Tony reinvents the show, offering volunteers the chance to enter the Imaginarium - where, they discover, they will be forced to make the ultimate choice between the temptations of the good Dr. Parnassus, and the sinister Mr. Nick. Their souls are on the line and they don't even know it.

Accompanying each client on the other side is Tony himself. It is here that Ledger's untimely death must be mentioned. When he passed, he had completed the bulk of filming, but hadn't yet started work on the fantastical sequences. Through a lucky screenplay loophole, the Imaginarium gives the character the opportunity to change appearance - at the imaginary whims of the people he's accompanying.

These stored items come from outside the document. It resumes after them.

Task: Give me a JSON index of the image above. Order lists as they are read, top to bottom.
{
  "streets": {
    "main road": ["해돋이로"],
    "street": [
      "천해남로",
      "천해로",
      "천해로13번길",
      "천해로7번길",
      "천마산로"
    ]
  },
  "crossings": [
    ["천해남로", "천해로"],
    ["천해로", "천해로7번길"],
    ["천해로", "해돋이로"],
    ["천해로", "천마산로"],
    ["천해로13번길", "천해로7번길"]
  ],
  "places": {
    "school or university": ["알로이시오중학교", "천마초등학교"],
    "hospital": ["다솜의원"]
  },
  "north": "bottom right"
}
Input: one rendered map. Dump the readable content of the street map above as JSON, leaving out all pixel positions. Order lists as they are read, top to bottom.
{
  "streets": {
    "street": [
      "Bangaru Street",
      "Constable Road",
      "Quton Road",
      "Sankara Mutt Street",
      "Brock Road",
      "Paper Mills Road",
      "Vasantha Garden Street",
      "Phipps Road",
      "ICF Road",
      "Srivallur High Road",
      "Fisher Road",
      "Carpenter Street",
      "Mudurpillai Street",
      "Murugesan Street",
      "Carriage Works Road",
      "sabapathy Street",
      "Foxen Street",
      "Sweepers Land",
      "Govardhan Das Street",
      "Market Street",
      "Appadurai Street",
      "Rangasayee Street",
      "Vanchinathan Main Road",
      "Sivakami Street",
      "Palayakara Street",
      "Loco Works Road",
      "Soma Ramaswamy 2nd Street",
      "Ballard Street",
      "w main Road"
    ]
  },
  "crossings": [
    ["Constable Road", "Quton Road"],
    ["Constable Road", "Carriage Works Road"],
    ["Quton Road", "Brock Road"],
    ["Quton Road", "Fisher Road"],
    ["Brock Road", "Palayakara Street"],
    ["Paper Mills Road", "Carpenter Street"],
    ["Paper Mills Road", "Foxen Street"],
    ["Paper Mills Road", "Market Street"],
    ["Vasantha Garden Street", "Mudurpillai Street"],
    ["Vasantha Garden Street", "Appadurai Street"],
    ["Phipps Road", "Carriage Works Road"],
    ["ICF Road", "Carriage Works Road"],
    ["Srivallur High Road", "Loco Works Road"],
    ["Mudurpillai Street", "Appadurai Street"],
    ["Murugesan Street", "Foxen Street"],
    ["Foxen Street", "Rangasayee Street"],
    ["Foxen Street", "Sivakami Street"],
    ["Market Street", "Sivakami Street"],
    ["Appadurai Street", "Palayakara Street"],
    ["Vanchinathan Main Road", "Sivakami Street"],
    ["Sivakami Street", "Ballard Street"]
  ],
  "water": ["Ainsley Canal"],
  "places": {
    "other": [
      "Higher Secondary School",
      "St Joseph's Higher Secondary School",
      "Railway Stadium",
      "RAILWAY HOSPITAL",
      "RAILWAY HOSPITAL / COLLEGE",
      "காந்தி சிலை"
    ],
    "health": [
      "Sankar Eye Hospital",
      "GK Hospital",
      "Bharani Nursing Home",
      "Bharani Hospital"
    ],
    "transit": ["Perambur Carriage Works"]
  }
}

Filling in as the Imaginarium versions of Tony are Jude Law, Colin Farrell and a little-known newcomer named Johnny Depp.

The way Gilliam utilizes the Imaginarium sequences is an impressive feat in and of itself. Rather than trying to pare down his visual choices for budgetary reasons or attempting in vain to make extensive CGI look photorealistic, he goes big - while emphasizing the very artificiality of the imaginary worlds his characters have created. Some of the compositions are reminiscent of his animated work on Monty Python - heightened and distorted perspectives, splashes of hyper-realistic color, comedic asides and flights of fancy.

All three substitute Tonys serve the story well as we gradually learn more and more about his character and the role he plays in the ultimate fate of Parnassus and his precious Valentina.

Ledger and Plummer are excellent, as expected, and Farrell does a stellar job with the meatiest role of Ledger's three fill-ins. But the standout performance belongs to Waits - not just a peerless musician but a fine actor in his own right (Down by Law, Short Cuts, Coffee and Cigarettes). He always seemed like a perfect choice for the role, and his funny, sardonic and idiosyncratic take on the darkest of all dark characters more than meets the expectations.

Gilliam's films have always worked best when their fantastical elements were combined with the farcical, mischievous wit we've seen since his Python days. That is on full display here - and it's worth noting that he re-teamed with writer Charles McKeown, with whom he collaborated on the screenplay for his 1985 masterpiece, Brazil.

The Imaginarium of Doctor Parnassus is not perfect and even hits something of a narrative lull early on, but it grows more and more exhilarating as it goes along, Gilliam's own imaginarium swallowing us whole.